Updated on: Friday, October 14, 2011

Physicists claim to have for the first time demonstrated in simulations that liquid can turn into solid under high electric field.

A team at the Georgia Institute of Technology has shown that under the influence of sufficiently high electric fields, liquid droplets of certain materials undergo solidification, forming crystallites at temperature and pressure conditions that correspond to liquid droplets at field-free conditions.
 
This electric-field-induced phase transformation is termed electro-crystallisation, the physicists say.
 
"We show that with a strong electric field, you can induce a phase transition without altering the thermodynamic parameters," said Prof Uzi Landman, who led the research published in the 'Journal of Physical Chemistry C'.
 
In these simulations, the team set out first to explore a phenomenon described by Sir Geoffrey Ingram Taylor in 1964 in the course of his study of the effect of lightning on raindrops, expressed as changes in the shape of liquid drops when passing through an electric field.
 
While liquid drops under field-free conditions are spherical, they alter their shape in response to an applied electric field to become needle-like liquid drops.
 
Instead of the water droplets used in the almost decade-old laboratory experiments of Taylor, the team focused their study on a 10 nanometre diameter liquid droplet of formamide, which is a material made of small polar molecules each charactered by a dipole moment that is more than twice as large as that of a water molecule. 

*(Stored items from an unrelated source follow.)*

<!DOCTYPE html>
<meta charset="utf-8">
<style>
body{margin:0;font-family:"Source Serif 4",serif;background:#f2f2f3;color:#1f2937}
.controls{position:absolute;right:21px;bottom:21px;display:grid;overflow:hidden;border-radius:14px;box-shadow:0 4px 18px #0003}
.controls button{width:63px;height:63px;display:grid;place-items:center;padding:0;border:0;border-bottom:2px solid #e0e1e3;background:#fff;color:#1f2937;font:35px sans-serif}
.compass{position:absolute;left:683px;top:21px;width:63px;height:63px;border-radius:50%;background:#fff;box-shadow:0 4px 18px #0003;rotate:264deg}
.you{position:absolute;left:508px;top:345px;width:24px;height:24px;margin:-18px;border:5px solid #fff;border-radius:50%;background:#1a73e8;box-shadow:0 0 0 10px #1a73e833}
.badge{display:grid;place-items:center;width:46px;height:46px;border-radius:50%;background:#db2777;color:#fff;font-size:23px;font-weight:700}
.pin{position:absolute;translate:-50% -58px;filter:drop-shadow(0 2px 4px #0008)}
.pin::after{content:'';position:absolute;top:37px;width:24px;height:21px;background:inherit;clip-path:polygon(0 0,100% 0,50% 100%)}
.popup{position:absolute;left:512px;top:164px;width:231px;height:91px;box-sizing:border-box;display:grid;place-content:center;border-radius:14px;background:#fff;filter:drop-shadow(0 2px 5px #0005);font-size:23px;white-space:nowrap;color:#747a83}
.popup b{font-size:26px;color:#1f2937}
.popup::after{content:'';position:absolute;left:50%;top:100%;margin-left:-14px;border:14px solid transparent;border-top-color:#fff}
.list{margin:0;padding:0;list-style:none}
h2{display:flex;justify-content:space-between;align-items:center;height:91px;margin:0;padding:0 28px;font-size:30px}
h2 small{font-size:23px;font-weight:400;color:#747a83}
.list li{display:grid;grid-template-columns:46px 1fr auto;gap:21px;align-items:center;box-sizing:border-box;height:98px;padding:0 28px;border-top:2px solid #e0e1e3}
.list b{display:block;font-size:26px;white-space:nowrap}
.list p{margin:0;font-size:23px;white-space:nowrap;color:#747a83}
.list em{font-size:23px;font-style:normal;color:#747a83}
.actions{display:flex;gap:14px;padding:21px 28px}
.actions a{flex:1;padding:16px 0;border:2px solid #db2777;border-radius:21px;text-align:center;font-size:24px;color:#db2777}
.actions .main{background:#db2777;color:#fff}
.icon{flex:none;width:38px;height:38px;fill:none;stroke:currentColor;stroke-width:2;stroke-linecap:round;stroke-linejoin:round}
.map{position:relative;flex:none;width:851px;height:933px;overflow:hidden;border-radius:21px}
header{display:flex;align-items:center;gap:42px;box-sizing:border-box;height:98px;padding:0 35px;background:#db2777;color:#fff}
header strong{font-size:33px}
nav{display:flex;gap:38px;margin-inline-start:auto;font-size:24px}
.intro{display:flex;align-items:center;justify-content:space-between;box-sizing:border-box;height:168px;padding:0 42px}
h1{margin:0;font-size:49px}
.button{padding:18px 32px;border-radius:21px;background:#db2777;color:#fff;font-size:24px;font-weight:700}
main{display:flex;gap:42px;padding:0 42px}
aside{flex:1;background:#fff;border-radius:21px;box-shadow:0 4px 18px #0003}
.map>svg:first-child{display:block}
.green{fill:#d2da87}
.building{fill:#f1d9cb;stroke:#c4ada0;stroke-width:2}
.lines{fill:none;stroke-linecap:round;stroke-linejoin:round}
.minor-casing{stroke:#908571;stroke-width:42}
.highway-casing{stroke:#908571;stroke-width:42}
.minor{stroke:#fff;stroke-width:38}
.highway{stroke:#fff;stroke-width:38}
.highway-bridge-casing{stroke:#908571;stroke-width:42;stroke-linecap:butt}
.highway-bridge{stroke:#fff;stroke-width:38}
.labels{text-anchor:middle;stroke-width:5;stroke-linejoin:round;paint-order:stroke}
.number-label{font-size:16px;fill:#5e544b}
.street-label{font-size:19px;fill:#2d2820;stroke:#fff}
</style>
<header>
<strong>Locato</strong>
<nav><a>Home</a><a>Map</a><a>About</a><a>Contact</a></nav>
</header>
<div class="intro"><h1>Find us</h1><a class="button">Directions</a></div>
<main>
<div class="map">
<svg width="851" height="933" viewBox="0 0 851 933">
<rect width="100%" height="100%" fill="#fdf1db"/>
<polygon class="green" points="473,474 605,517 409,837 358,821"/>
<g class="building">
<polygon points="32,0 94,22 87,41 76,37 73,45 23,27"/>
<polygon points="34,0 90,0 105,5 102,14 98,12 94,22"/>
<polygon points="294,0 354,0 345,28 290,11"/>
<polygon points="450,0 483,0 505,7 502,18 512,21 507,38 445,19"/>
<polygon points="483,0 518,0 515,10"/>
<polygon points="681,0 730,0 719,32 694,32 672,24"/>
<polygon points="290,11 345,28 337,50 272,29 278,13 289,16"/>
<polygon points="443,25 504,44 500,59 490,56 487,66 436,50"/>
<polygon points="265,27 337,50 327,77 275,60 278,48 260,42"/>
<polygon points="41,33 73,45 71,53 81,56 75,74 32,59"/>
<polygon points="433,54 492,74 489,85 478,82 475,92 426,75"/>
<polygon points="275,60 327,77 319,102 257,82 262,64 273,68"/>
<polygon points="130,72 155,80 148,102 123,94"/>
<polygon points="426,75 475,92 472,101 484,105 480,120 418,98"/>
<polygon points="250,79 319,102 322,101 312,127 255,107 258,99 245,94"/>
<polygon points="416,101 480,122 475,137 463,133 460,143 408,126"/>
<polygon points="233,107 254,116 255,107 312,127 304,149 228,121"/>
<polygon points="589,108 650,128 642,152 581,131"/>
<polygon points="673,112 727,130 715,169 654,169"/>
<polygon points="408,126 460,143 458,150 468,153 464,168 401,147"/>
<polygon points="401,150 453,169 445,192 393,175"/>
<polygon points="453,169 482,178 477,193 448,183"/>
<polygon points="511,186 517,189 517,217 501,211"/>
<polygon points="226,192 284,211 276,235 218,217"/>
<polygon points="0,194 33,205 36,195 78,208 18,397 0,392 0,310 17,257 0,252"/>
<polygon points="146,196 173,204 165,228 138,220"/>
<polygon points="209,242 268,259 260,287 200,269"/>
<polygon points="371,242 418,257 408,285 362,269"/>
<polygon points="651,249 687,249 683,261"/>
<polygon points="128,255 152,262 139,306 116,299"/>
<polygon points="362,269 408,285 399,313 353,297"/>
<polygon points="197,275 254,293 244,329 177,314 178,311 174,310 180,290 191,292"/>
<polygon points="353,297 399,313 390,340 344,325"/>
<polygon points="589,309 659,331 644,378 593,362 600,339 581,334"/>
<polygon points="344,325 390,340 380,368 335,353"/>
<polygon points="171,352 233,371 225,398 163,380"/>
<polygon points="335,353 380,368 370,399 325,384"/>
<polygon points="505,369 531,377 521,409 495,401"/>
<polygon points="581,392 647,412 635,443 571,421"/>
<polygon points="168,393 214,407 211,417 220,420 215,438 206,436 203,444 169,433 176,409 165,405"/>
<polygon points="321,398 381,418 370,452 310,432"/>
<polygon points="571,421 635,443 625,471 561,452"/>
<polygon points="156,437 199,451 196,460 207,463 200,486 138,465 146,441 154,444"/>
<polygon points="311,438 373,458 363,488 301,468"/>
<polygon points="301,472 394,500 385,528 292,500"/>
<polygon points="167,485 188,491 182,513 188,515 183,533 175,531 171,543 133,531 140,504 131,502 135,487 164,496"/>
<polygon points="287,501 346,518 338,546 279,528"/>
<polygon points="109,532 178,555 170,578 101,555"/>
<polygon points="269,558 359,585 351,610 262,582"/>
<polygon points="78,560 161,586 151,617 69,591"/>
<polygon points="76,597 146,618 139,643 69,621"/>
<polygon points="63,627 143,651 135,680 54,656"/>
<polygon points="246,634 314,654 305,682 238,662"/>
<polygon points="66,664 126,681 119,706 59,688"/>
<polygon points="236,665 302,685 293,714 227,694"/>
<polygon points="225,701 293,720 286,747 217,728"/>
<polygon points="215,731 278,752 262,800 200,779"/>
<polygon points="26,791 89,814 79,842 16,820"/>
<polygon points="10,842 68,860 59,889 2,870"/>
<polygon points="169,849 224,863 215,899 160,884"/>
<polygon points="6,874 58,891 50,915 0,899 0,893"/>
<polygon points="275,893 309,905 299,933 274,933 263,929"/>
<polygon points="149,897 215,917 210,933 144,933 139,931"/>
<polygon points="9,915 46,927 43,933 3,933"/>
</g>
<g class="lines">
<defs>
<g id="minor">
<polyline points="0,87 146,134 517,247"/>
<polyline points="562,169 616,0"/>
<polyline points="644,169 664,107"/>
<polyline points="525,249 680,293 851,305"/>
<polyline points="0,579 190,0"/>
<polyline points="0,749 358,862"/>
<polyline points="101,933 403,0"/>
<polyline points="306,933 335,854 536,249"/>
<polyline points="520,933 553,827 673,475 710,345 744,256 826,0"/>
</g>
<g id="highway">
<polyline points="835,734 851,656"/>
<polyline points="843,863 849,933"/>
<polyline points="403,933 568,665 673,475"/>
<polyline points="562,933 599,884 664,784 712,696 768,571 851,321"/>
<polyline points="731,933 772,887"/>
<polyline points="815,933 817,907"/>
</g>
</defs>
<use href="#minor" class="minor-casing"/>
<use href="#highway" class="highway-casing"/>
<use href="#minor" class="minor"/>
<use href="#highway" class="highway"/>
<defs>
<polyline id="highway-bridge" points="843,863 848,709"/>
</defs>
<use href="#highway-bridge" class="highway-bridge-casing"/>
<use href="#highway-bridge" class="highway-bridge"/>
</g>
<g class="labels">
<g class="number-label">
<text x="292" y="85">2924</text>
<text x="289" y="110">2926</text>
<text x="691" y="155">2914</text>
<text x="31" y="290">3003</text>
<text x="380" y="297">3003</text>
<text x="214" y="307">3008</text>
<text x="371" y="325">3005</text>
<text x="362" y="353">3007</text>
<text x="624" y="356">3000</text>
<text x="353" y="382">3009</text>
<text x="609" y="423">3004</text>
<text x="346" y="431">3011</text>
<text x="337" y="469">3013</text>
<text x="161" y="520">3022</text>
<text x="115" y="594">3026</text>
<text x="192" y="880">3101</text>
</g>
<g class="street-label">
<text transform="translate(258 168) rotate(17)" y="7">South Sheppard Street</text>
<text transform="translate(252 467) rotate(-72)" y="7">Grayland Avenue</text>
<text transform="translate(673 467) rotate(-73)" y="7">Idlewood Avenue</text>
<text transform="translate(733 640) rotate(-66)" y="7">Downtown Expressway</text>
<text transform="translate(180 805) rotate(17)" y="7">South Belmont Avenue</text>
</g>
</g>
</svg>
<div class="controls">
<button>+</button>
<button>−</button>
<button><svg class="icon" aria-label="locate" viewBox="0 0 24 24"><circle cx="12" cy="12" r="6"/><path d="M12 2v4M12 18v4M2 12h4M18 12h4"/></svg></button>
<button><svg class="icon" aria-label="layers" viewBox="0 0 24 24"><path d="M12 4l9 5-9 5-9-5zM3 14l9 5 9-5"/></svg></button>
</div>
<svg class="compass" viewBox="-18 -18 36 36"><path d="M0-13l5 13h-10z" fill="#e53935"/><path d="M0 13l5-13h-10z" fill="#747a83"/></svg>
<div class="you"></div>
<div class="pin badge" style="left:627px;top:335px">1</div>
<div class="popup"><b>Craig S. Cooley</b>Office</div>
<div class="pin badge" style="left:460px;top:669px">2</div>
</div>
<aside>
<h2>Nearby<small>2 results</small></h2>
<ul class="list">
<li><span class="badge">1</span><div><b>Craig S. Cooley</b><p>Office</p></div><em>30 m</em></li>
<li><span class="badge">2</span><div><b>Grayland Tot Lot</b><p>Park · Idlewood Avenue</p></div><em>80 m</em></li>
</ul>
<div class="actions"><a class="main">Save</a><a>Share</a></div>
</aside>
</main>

With the use of molecular dynamics simulations developed at the CCMS, which allow scientists to track the evolution of materials systems with ultra-high resolution in space and time, the physicists explored the response of the formamide nano-droplet to applied electric field of variable strength.
 
Influenced by a field of less than 0.5V/nm, the spherical droplet elongated only slightly. However, when the strength of the field was raised to a critical value close to 0.5 V/nm, the simulated droplet was found to undergo a shape transition resulting in a needle-like liquid droplet with its long axis measuring about 12 times larger than the perpendicular small axis of the needle-like droplet.
 
The value of the critical field found in the simulations agrees well with the prediction obtained almost half a decade ago by Taylor from general macroscopic considerations.
 
Past the shape transition further increase of the applied electric field yielded a slow, gradual increase of the aspect ratio between the long and short axes of needle-like droplet, with the formamide molecules exhibiting liquid diffusional motions, say the physicists.
 
"Here came the Eureka moment. When the field strength in the simulations was ramped up even further, reaching a value close to 1.5V/nm, the liquid needle underwent a solidification phase transition," Landman said.